**Exercise objective:**
Scan the following material for the string "Thunderbird" and copy each line in which it appears.

--- START ---

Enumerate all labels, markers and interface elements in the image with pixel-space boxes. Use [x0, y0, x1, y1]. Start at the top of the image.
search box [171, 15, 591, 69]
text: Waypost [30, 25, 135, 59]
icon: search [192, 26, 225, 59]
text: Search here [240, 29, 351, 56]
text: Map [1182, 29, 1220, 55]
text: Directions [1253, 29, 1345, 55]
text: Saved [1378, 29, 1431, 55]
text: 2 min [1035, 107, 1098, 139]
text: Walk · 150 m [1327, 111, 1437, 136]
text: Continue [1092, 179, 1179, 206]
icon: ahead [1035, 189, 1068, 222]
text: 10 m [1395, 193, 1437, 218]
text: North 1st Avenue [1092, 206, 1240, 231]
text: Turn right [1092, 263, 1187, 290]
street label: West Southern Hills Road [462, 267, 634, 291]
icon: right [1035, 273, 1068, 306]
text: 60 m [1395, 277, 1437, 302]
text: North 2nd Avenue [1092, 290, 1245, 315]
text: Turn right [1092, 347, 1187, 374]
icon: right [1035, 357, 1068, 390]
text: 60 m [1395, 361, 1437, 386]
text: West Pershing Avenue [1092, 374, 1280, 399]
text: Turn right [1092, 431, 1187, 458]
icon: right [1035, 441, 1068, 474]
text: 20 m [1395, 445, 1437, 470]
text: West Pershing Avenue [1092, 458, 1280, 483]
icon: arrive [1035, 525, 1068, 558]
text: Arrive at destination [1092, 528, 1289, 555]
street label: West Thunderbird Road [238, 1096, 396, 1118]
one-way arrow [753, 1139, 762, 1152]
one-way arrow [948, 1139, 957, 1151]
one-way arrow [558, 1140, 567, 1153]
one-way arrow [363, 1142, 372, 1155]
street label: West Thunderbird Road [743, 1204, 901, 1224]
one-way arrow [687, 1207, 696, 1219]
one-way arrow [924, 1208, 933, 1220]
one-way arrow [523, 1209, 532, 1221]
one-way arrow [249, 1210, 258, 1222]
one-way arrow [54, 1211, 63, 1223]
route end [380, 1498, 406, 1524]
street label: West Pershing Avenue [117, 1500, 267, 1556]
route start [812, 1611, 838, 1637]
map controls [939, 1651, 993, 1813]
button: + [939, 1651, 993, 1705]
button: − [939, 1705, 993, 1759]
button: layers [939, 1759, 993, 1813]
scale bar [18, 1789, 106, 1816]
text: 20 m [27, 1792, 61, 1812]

--- END ---

**Answer box:**
street label: West Thunderbird Road [238, 1096, 396, 1118]
street label: West Thunderbird Road [743, 1204, 901, 1224]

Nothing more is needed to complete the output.